Kale Pesto & Prosciutto Grilled Cheese
A gooey grilled cheese with whole grain goodness? Yes, please!
- 4 slices Wholesome Harvest® 9 Grain & Seed Bread
- 4 tbsp. butter
- 4 slices Havarti cheese
- 4 slices prosciutto
- 4 tbsp. Kale Pesto (recipe follows)
Kale Pesto Ingredients:
- ¼ cup walnuts, toasted
- 2 cloves garlic
- 2 cups kale, torn
- 1 cup fresh basil
- ½ tsp. salt
- 2 tbsp. lemon juice
- 1 tbsp. red pepper flakes
- ⅓ cup grated Parmesan
- ⅓ cup olive oil
- Preheat oven to 350˚F.
- Make Kale Pesto. Place walnuts on a baking sheet and roast for 5-10 minutes, tossing occasionally for even cooking. Add toasted walnuts to a food processor with garlic; pulse until minced. Add kale, basil, salt, lemon juice, red pepper flakes and Parmesan. Blend well. With food processor still running, slowly add olive oil through opening in lid.
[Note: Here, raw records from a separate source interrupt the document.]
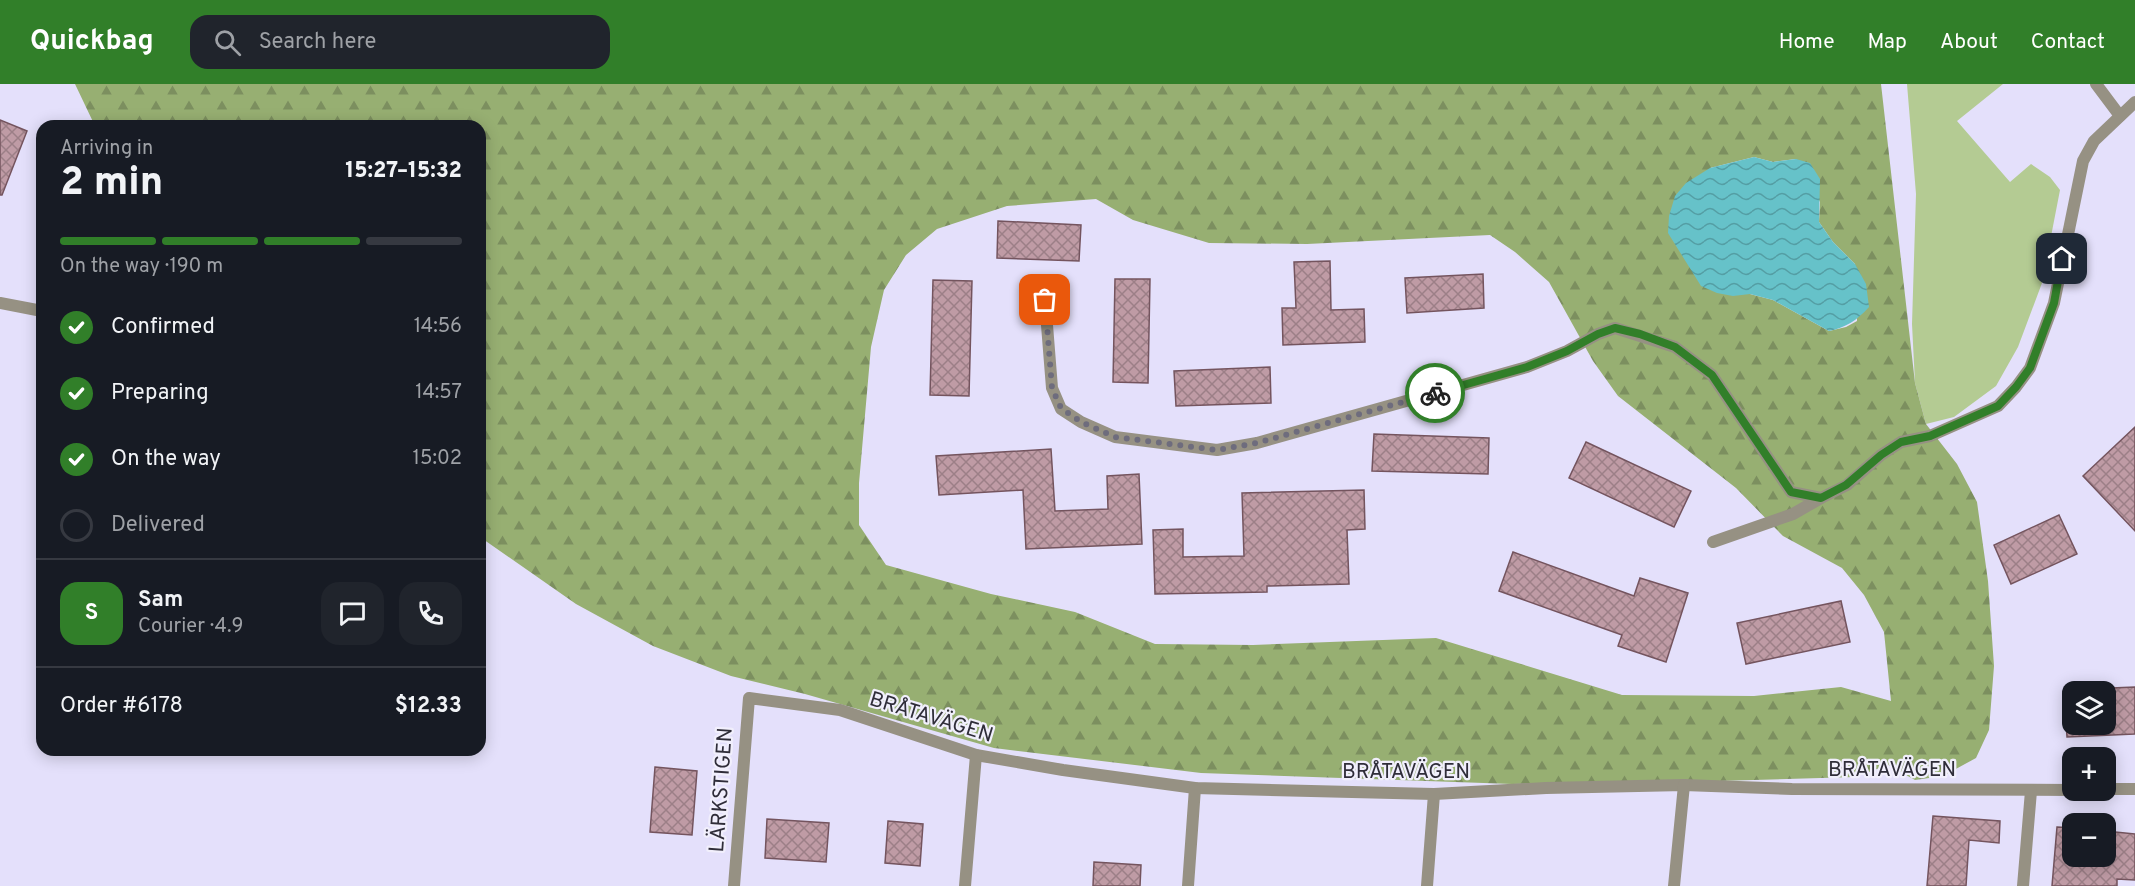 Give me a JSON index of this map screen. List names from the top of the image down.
{
  "streets": {
    "street": ["BRÅTAVÄGEN", "LÄRKSTIGEN"]
  },
  "crossings": [
    ["BRÅTAVÄGEN", "LÄRKSTIGEN"]
  ],
  "page": {
    "header": "Quickbag",
    "search": "Search here",
    "nav": [
      "Home",
      "Map",
      "About",
      "Contact"
    ],
    "heading": ["2 min", "Arriving in", "15:27–15:32"],
    "panel": [
      "Sam",
      "Courier · 4.9",
      "Order #6178",
      "$12.33"
    ],
    "bar": "On the way · 190 m",
    "list": [
      ["Confirmed", "14:56"],
      ["Preparing", "14:57"],
      ["On the way", "15:02"],
      "Delivered"
    ],
    "round": "S",
    "map_buttons": ["+", "−"]
  }
} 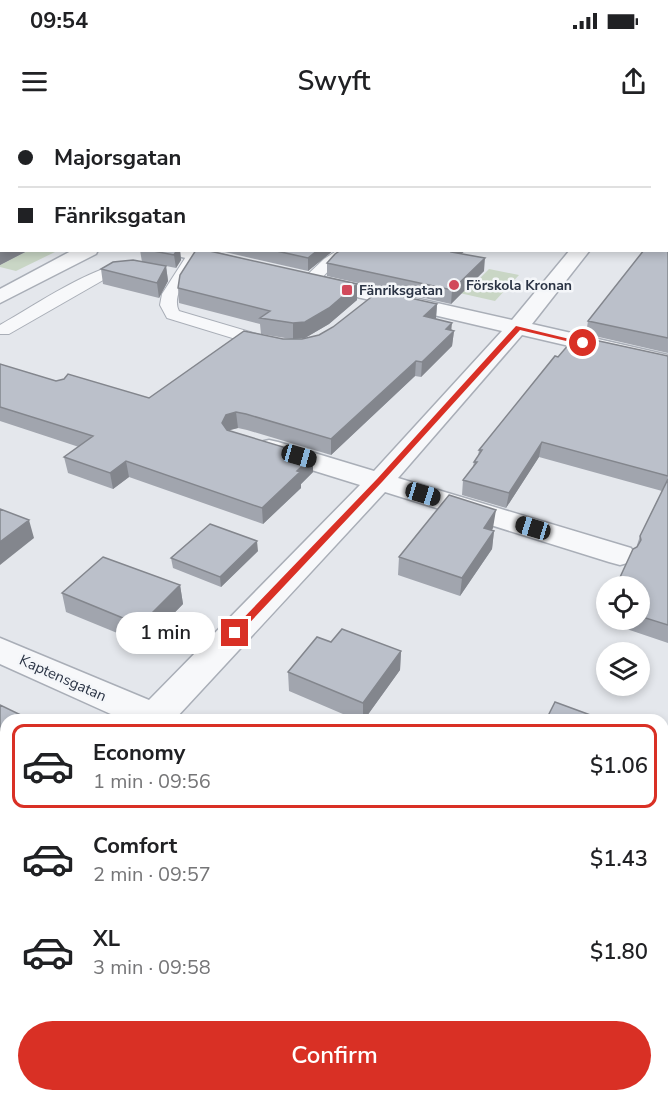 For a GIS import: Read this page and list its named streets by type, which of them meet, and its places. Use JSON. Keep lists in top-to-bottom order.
{
  "streets": {
    "street": ["Kaptensgatan"]
  },
  "places": {
    "other": ["Förskola Kronan"],
    "transit": ["Fänriksgatan"]
  },
  "page": {
    "status": "09:54",
    "header": "Swyft",
    "banner": ["Majorsgatan", "Fänriksgatan"],
    "bubble": "1 min",
    "list": [
      {
        "name": "Economy",
        "note": "1 min · 09:56",
        "value": "$1.06"
      },
      {
        "name": "Comfort",
        "note": "2 min · 09:57",
        "value": "$1.43"
      },
      {
        "name": "XL",
        "note": "3 min · 09:58",
        "value": "$1.80"
      }
    ],
    "buttons": "Confirm"
  }
} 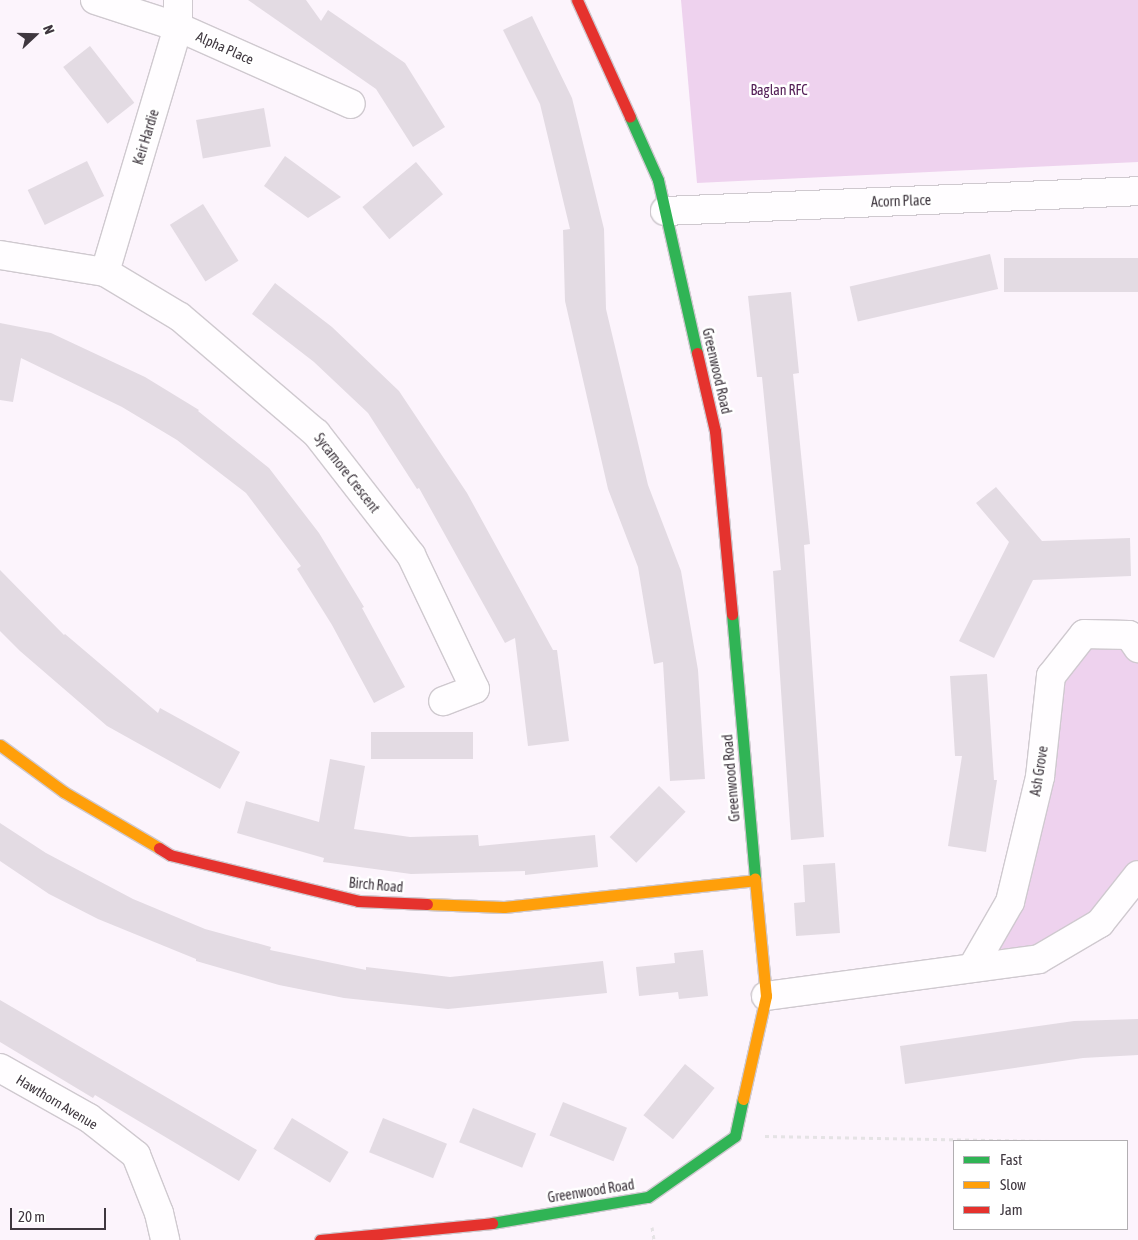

Blend until smooth and everything is well-incorporated.
- Make grilled cheese. Heat a large skillet over medium heat. Lightly butter one side of each slice of bread. Place the bread, butter side down, on a cutting board. Spread kale pesto on two slices of bread. Top each with one slice of Havarti, two slices of prosciutto, a second slice of Havarti and a second slice of bread, butter side up.
- Place sandwiches in skillet and cook 4-5 minutes, or until bread is golden and cheese starts to melt. Flip and cook another 3-4 minutes, or until cheese has completely melted and bread is golden on the second side. Serve immediately.